Monday, October 09, 2006

I'm not even going to touch the 'oh my god she's had sex' subtext

As you probably already know Keisha Castle Hughes is pregnant and she has just turned 16. Span and Cactus Kate (of all people), have already covered some of the ways the coverage of these facts has been extremely offensive. But I want to look at this discourse in a little more detail, because it is pissing me off. From the NZ Herald:

National MP Paula Bennett, a mother at 17, said whichever way you looked at the situation, 16 was far too young to have a baby.

She believed there was no way a 16-year-old had the maturity to cope with the demands of raising a baby.
and from The Dominion Post
Family Planning executive director Jackie Edmond said New Zealand had the third-highest rate of teen pregnancy in the world. She hoped other teens would not want to "copy" the actress.
This level of tsk-tsking has a very clear subtext about young Maori girls who get pregnant. It's part of a concerted strategy to blame poor people for being poor.

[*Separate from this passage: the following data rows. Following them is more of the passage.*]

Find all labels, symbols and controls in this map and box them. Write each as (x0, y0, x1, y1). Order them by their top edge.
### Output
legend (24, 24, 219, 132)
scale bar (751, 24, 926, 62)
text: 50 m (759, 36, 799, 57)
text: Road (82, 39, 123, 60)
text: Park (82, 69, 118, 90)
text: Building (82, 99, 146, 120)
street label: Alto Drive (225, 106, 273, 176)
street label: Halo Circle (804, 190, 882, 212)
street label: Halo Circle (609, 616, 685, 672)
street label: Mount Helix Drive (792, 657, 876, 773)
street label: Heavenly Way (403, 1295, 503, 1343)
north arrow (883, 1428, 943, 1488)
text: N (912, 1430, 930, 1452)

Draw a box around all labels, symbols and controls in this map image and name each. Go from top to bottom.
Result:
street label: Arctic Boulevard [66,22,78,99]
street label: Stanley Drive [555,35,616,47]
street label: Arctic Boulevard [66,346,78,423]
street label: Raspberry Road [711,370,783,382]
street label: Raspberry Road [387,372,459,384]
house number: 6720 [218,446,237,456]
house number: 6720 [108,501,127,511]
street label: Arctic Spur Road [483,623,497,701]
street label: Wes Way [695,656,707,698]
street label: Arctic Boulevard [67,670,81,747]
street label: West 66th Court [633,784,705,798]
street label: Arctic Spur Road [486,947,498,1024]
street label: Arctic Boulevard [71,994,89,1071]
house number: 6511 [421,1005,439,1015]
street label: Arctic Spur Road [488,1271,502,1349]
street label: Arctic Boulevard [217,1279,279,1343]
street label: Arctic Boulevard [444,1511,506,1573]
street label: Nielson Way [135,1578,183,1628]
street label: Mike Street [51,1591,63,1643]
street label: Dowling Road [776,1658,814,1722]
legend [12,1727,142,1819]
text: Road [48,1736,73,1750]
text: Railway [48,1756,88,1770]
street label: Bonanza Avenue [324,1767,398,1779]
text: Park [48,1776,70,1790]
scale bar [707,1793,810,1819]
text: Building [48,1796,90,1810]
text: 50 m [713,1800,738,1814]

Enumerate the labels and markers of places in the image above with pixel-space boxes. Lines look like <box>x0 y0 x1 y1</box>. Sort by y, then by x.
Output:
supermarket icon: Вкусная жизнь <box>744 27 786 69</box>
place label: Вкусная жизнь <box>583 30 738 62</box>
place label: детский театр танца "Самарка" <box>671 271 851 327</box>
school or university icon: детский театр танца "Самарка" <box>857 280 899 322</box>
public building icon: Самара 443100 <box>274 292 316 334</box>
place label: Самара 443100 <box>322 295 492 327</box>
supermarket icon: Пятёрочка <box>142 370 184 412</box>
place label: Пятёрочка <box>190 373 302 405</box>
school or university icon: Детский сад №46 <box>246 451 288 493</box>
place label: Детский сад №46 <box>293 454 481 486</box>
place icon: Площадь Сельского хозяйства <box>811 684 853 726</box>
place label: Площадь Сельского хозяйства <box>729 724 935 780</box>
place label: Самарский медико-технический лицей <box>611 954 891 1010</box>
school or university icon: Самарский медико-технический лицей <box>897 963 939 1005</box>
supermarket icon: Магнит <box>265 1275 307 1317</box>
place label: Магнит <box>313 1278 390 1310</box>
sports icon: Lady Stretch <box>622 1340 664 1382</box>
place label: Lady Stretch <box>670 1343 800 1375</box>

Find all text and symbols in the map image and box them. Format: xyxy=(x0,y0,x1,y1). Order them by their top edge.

Look I'm a middle-class white girl, I find the idea of having a baby before I'm economically and socially secure terrifying, but I get to think that one day I will be economically and socially secure. Not everyone grows up with those set of assumptions about their life, and if you don't have those assumptions your feelings about pregnancy and motherhoood are going to be qutie different.

But there's actually a bigger issue here. Anika Moa has a song on her new album about the abortion she had when her music career was taking off, that she now regrets. She was told from all sides that if she continued the pregnancy she wouldn't be able to have a music career - that she had to choose.

That's why I hate the rhetoric of 'choice'. Women shouldn't have to choose between being a musician and a mother. Obviously in the months immediately after you give birth you do have physical restrictions on what you are going to do (longer the longer you breast feed). But so? Why does that mean that you can't make music - and if you make music people want to listen to, why can't they get to listen to it?

The answer is, of course, 'capitalism'. I get that - most women do have to make that choice. But the way most people talk about it you'd think these choices forced on us by something people have no control over, rather than our economic system. You'd think that there was some law laid down that once you had a child you couldn't do anything else, or if you did it would be 100 times harder. The reason that having a child at 16 is so very hard is that having a child is seen as an individualised project. Parenting gets no economic resouces and no support. It's hard enough to do with a reasonable amount of money - if you don't have a reasonable amount of money being able to do anything but parent when you have a child is really difficult.

We could organise our world so that parenting wasn't just supported, but treated as the necessary work that it is. If we did that, if parents didn't have to work huge amounts of outside hours (or live on the DPB, and all the poverty that that implies), then parenting wouldn't be the end or your life. Women who were mothers, whether at 16 or 40, could do other things as well, parenting wouldn't be seen as the end of your life, and your chance to develop.*

Maybe if we lived in a non-capitalist world that valued parenting women would have children young - when they had lots of energy. Maybe women would have them late, because they wanted to grow up first. Maybe women would make a wide variety decisions based from what they want from life.

But until we build that new world I wish people would just stop judging young women.

Note for commenters: This is not the place for a discussion about Keisha Castle-Hughes or her pregnancy - please keep the discussion general rather than specific, or on the discourse rather than the event.

Also posted on Alas.

4 comments:

  1. I was so underwhemed by the importance of this. Why it deserved a couple of minutes of my time on the news is beyond me. Frankly its none of my (or pretty much anyone else besides her and her bf's) business!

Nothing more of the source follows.